Create Connection: Properties Tab

The Properties tab lets you change settings such as the JDBC connection settings.

Scope—Scope of the property. In this example, the scope is at the connection level, and the value cannot be changed.

Type—Type of the property. In this example, the property type is JDBC.

Name— Name of the setting. In this example, the name of the property is label.

Value—Value of the property. In this example, the session label is PandoraSessionLb.

For a complete list of JDBC properties, see the Vertica documentation.

For information about properties specific to Pandora, see the Pandora User's Guide (installed with the product).

To add a new property to the list:

  1. In the Edit Property box, click + Add.
  2. Select the property type from the Type drop-down liist.
  3. For a given property name, provide a value.
  4. Click the green tick mark to add the new property.

Create Connection: Permissions tab

The Permissions tab lets you set role-based permissions for the tables in the connection. You can specify the following permissions:

  • Read—Allows the user to see the tables.
  • Modify—Allows the user to make local changes to the tables.
  • Export—Allows the user to write changes back to the database.

Edit an Existing Connection

If the Create Connection dialog is populated with information for a connection that was previously created, you see two additional tabs: Refresh Details and Automation.
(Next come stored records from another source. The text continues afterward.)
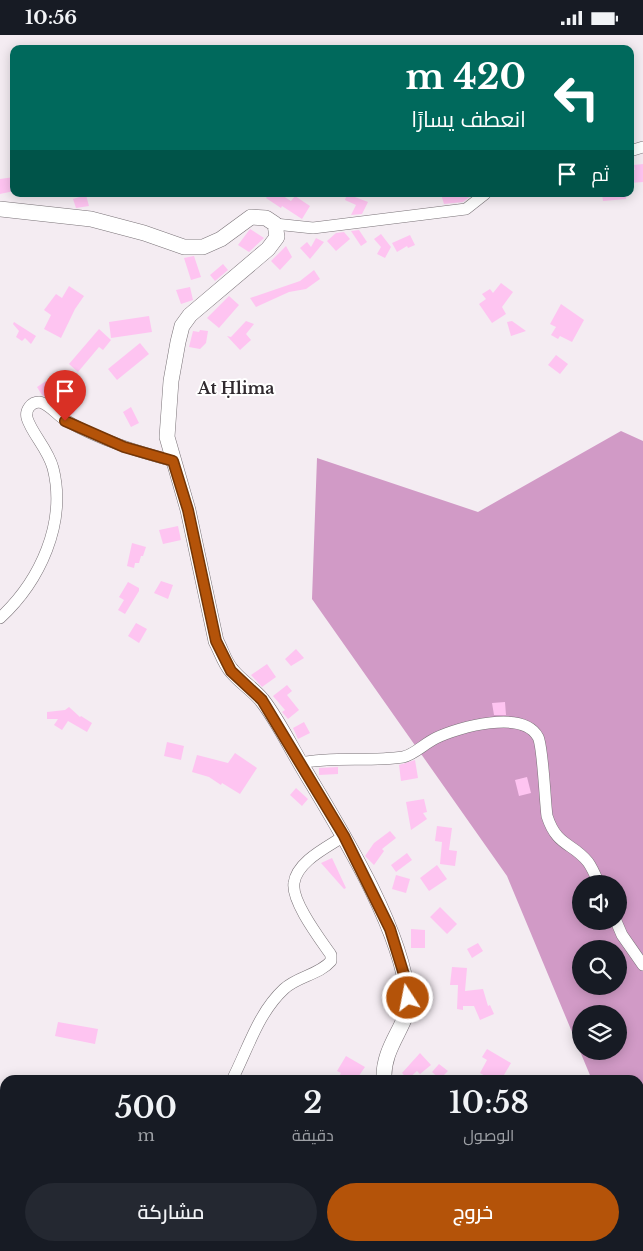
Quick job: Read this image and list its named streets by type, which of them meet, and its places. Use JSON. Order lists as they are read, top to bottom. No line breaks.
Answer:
{"districts":["At Ḥlima"],"page":{"status":"10:56","turn":["420 m","انعطف يسارًا"],"then":"ثم","eta":["10:58","الوصول","2","دقيقة","500","m"],"buttons":["خروج","مشاركة"]}}
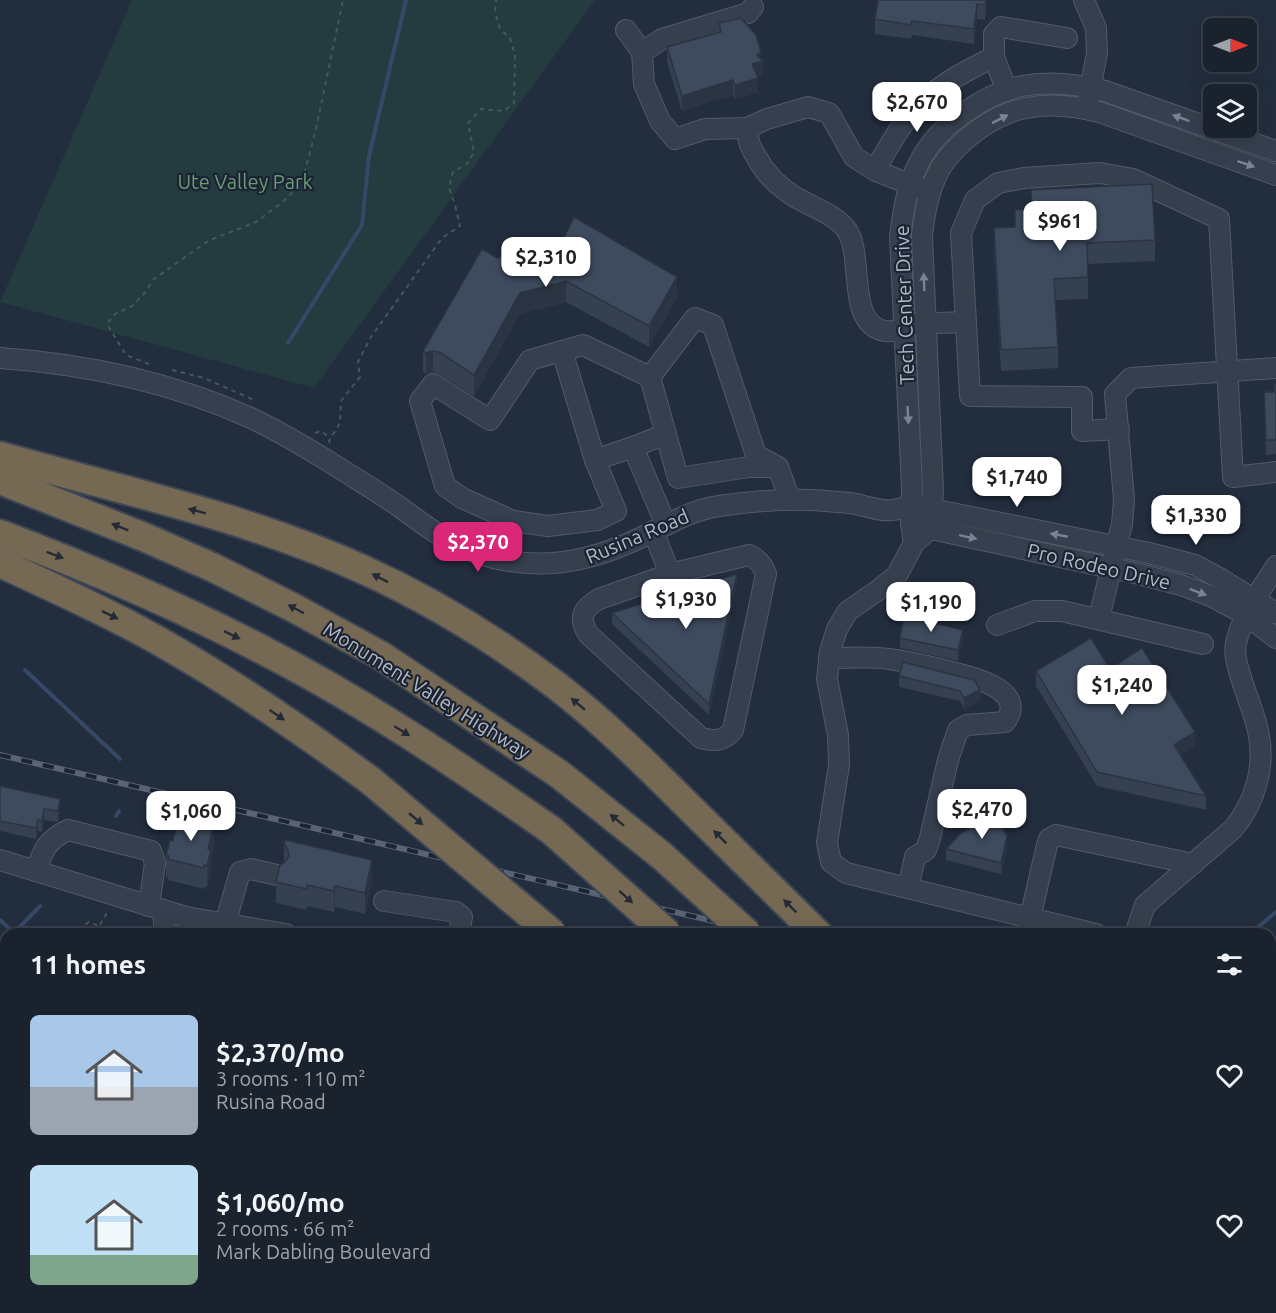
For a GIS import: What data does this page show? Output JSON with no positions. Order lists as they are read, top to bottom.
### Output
{
  "streets": {
    "highway": ["Monument Valley Highway"],
    "street": ["Tech Center Drive", "Rusina Road", "Pro Rodeo Drive"]
  },
  "crossings": [
    ["Tech Center Drive", "Rusina Road"],
    ["Tech Center Drive", "Pro Rodeo Drive"],
    ["Rusina Road", "Pro Rodeo Drive"]
  ],
  "parks": ["Ute Valley Park"],
  "north": "right",
  "page": {
    "price": [
      "$2,670",
      "$961",
      "$2,310",
      "$1,740",
      "$1,330",
      "$2,370",
      "$1,930",
      "$1,190",
      "$1,240",
      "$2,470",
      "$1,060"
    ],
    "heading": "11 homes",
    "list": [
      {
        "name": "$2,370/mo",
        "note": "3 rooms · 110 m² · Rusina Road"
      },
      {
        "name": "$1,060/mo",
        "note": "2 rooms · 66 m² · Mark Dabling Boulevard"
      }
    ]
  }
}
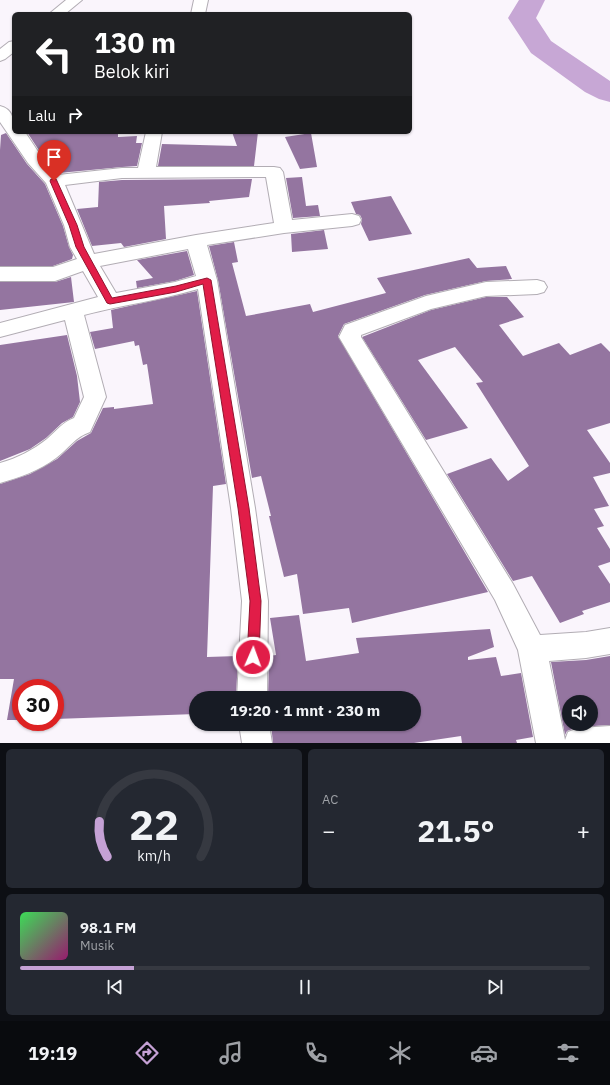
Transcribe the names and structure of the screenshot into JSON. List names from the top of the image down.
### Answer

Refresh Details—Allows you to specify how often to refresh the list of tables in the connection. By default ,the list is refreshed every hour.
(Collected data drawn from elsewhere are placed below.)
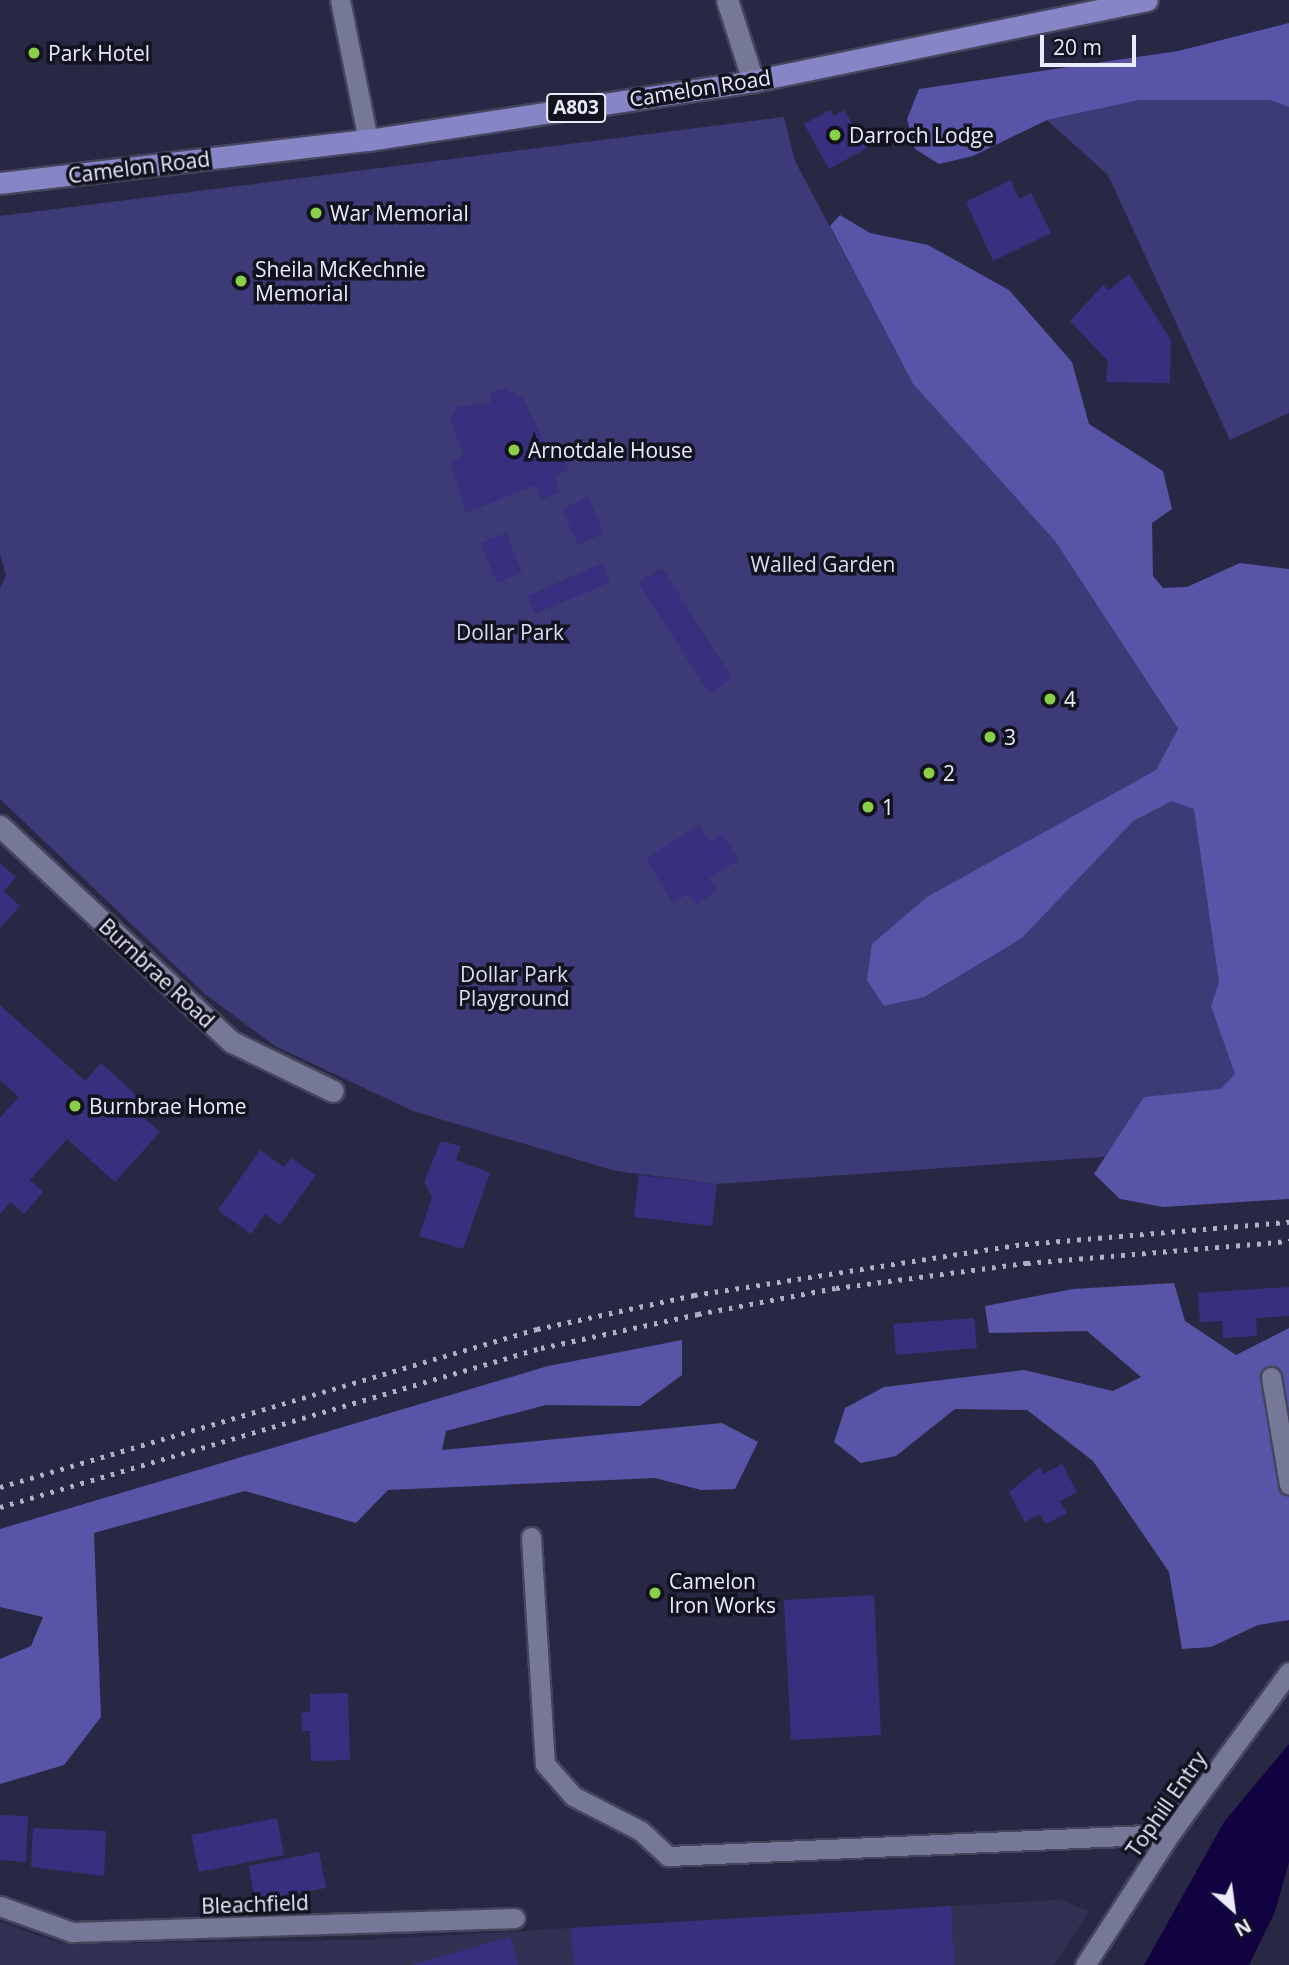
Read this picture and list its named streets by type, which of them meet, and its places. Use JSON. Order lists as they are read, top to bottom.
{
  "streets": {
    "main road": ["Camelon Road", "A803"],
    "street": ["Burnbrae Road"],
    "lane": ["Tophill Entry", "Bleachfield"]
  },
  "parks": ["Walled Garden", "Dollar Park", "Dollar Park Playground"],
  "places": [
    "Park Hotel",
    "Darroch Lodge",
    "War Memorial",
    "Sheila McKechnie Memorial",
    "Arnotdale House",
    "4",
    "3",
    "2",
    "1",
    "Burnbrae Home",
    "Camelon Iron Works"
  ],
  "scale_bar": "20 m",
  "north": "bottom right"
}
Automation—Allows you to specify how to reload the data into the tables that have been loaded into Pandora. The default method is Manual. You can choose to reload the data automatically at intervals specified in a trigger file.

Configure Vertica Tables Before Loading

After you create a connection to Vertica, you must select the tables you want to analyze and configure them before loading them into Pandora.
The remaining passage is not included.